> [Input data]:
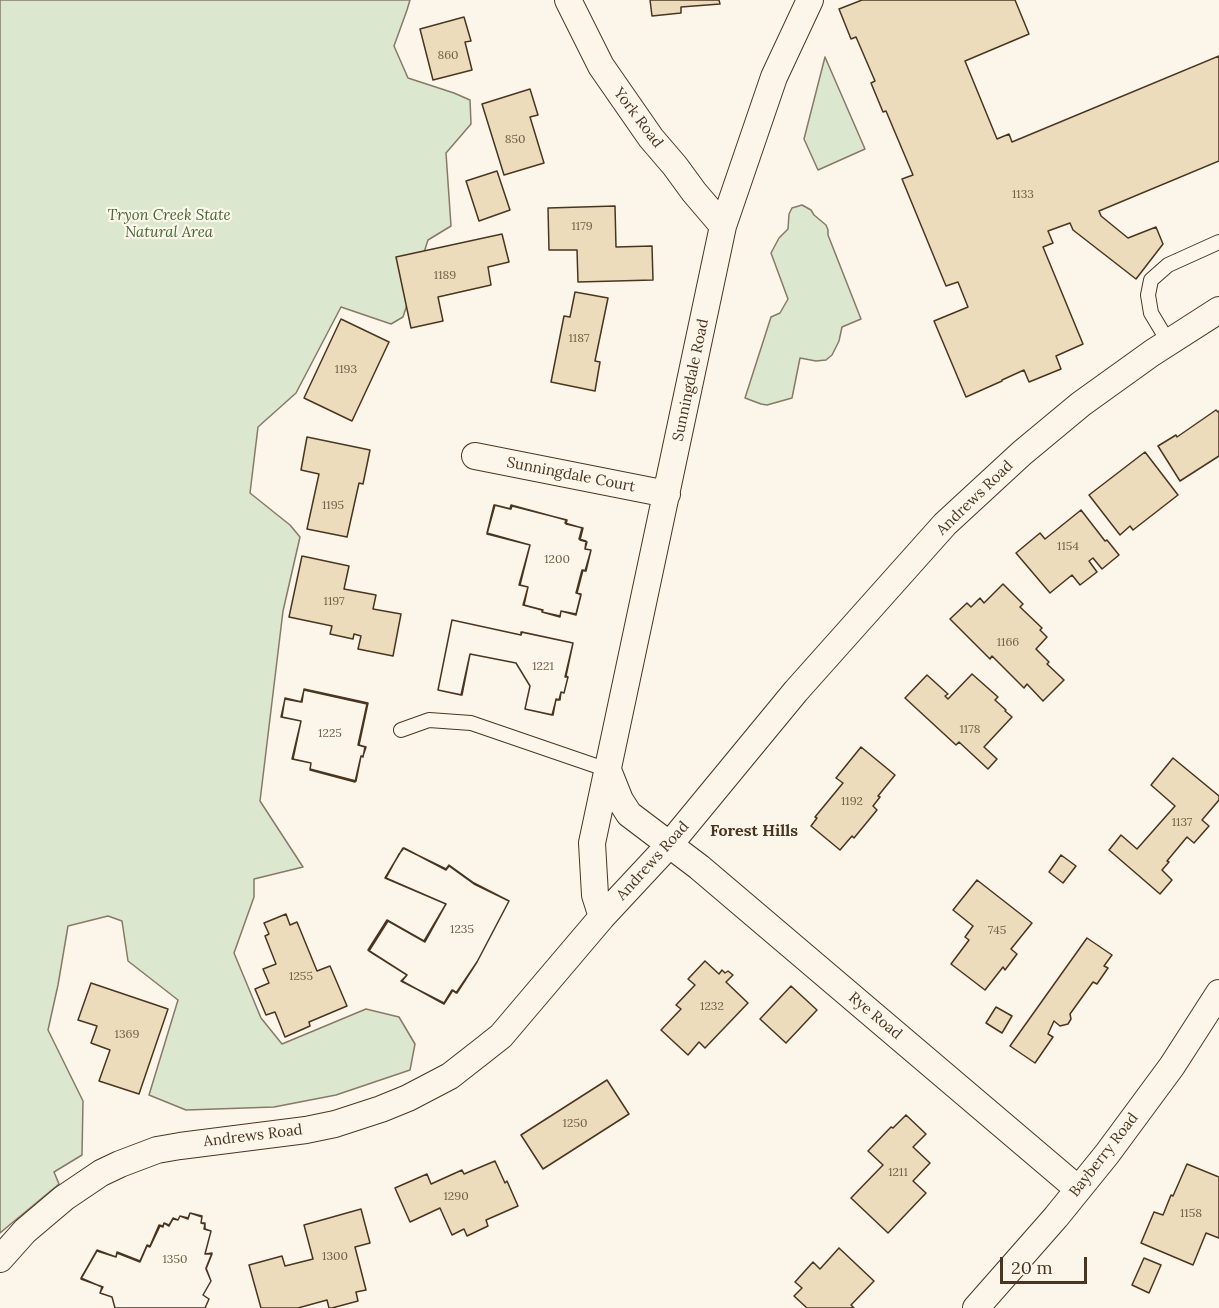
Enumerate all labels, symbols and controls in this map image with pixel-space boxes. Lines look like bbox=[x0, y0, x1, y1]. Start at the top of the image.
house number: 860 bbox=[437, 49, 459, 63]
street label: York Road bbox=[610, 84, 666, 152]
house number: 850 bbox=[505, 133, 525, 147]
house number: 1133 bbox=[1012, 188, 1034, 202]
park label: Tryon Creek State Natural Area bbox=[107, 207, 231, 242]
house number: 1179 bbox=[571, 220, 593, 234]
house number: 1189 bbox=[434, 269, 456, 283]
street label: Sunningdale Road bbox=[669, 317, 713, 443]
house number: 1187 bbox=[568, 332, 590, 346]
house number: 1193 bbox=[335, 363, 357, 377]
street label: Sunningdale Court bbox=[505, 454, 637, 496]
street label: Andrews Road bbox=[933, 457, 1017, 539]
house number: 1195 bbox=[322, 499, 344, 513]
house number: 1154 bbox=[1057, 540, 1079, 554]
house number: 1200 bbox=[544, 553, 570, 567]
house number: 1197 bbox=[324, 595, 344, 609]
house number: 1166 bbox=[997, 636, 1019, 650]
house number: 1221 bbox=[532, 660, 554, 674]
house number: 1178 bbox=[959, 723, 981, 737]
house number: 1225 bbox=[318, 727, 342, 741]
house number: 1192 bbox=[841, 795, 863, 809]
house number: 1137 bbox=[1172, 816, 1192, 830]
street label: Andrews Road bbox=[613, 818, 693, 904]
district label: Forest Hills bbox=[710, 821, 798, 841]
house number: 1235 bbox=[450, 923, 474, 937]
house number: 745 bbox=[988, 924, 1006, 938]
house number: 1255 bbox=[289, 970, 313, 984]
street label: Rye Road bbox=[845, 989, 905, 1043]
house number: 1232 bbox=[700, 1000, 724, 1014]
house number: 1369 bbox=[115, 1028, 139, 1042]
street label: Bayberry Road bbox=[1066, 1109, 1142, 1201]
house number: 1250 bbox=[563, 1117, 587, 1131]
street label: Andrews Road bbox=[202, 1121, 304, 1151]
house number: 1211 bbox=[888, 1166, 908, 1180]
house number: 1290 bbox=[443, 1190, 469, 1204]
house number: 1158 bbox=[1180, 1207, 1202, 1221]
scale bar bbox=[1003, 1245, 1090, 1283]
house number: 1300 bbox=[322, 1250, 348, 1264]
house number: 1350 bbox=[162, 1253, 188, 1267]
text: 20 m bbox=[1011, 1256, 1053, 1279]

--

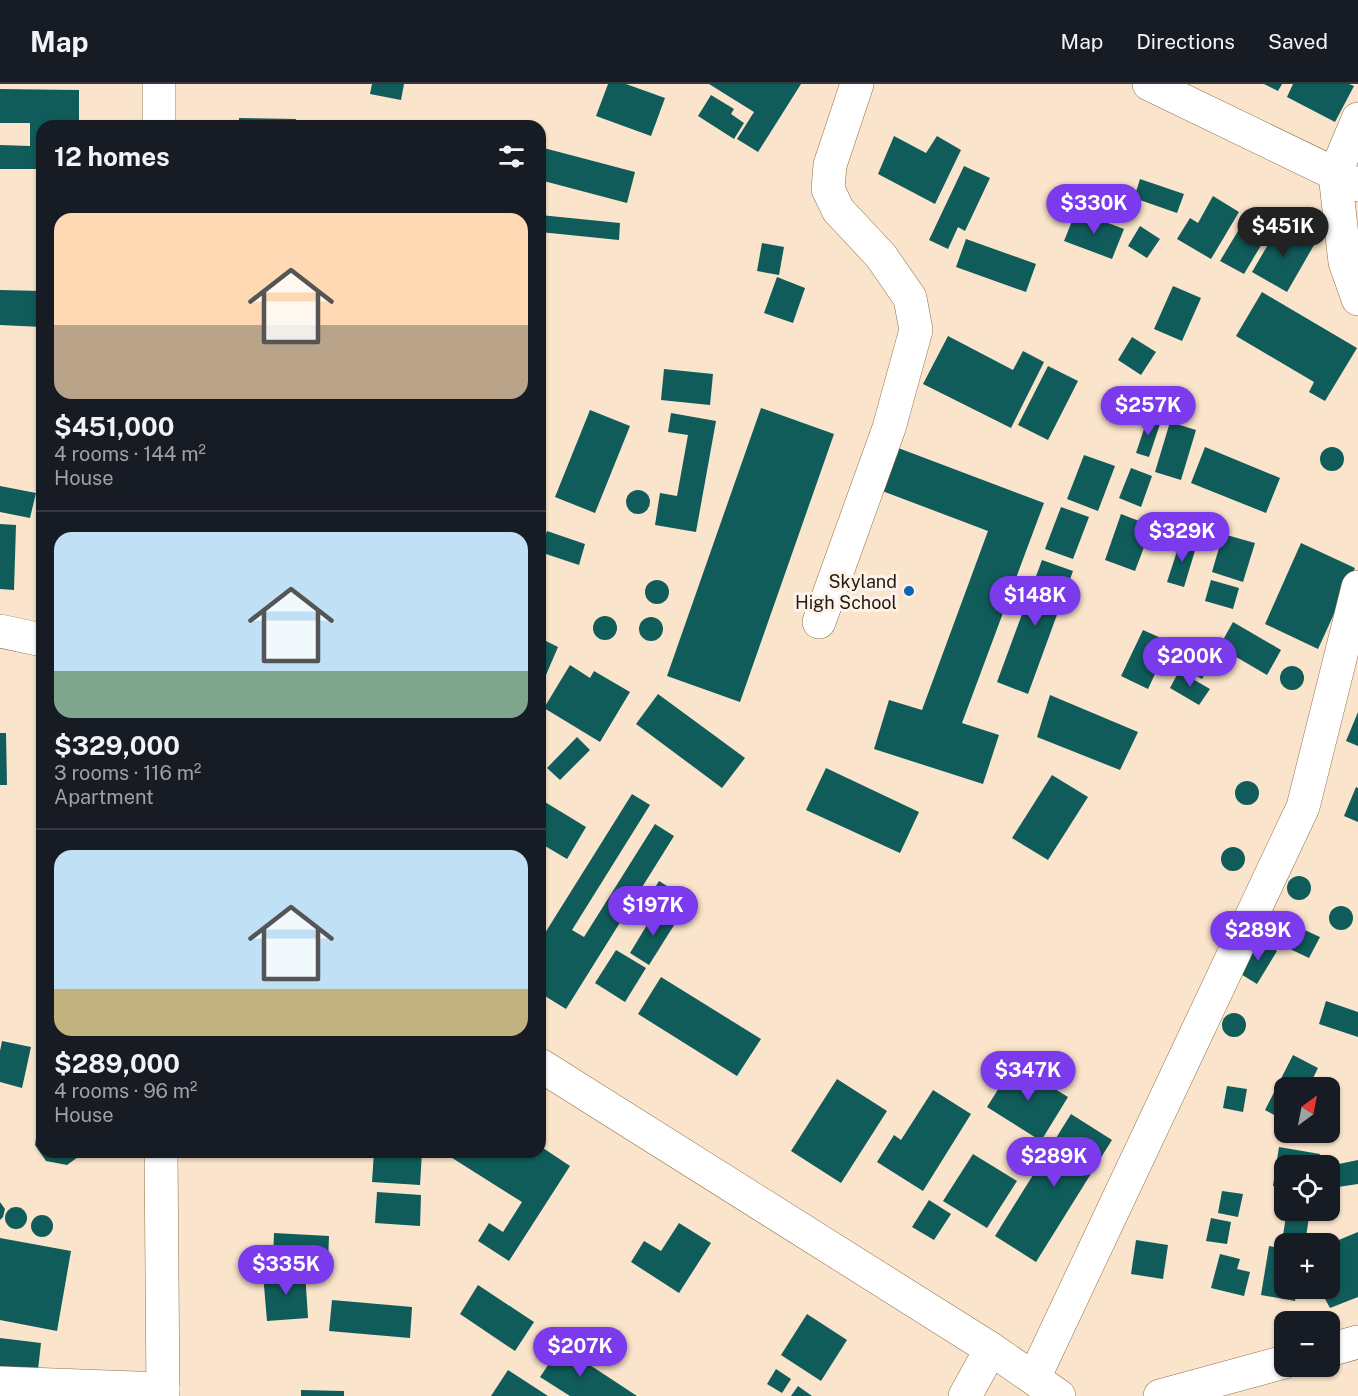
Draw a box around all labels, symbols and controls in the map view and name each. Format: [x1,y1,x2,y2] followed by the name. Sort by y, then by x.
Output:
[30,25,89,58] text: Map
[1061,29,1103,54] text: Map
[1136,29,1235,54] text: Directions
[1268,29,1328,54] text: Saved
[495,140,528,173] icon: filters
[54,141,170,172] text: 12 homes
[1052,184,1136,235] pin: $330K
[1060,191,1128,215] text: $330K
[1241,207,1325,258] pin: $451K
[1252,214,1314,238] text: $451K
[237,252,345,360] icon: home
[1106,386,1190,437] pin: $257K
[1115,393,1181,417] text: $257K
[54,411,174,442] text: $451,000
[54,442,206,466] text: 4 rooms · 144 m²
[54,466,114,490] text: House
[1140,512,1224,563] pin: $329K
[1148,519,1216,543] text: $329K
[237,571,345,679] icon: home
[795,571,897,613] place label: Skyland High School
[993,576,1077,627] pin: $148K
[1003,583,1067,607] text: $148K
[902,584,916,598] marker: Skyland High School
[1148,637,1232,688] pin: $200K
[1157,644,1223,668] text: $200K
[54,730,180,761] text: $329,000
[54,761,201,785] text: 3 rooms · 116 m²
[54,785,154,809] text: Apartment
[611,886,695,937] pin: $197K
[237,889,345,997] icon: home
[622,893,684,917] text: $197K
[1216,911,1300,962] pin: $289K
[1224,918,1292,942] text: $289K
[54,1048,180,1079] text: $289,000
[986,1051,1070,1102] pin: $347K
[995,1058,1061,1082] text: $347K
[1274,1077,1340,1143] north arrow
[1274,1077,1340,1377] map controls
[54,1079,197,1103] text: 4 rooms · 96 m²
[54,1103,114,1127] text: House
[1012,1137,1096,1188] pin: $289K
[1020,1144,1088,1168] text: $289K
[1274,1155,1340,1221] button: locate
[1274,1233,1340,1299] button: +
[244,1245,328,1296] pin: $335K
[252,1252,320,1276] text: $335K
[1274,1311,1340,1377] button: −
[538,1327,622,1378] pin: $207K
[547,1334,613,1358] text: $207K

> [Problem to work on]:
Copy every line of the records above that contains "street".

> [Output below]:
street label: York Road bbox=[610, 84, 666, 152]
street label: Sunningdale Road bbox=[669, 317, 713, 443]
street label: Sunningdale Court bbox=[505, 454, 637, 496]
street label: Andrews Road bbox=[933, 457, 1017, 539]
street label: Andrews Road bbox=[613, 818, 693, 904]
street label: Rye Road bbox=[845, 989, 905, 1043]
street label: Bayberry Road bbox=[1066, 1109, 1142, 1201]
street label: Andrews Road bbox=[202, 1121, 304, 1151]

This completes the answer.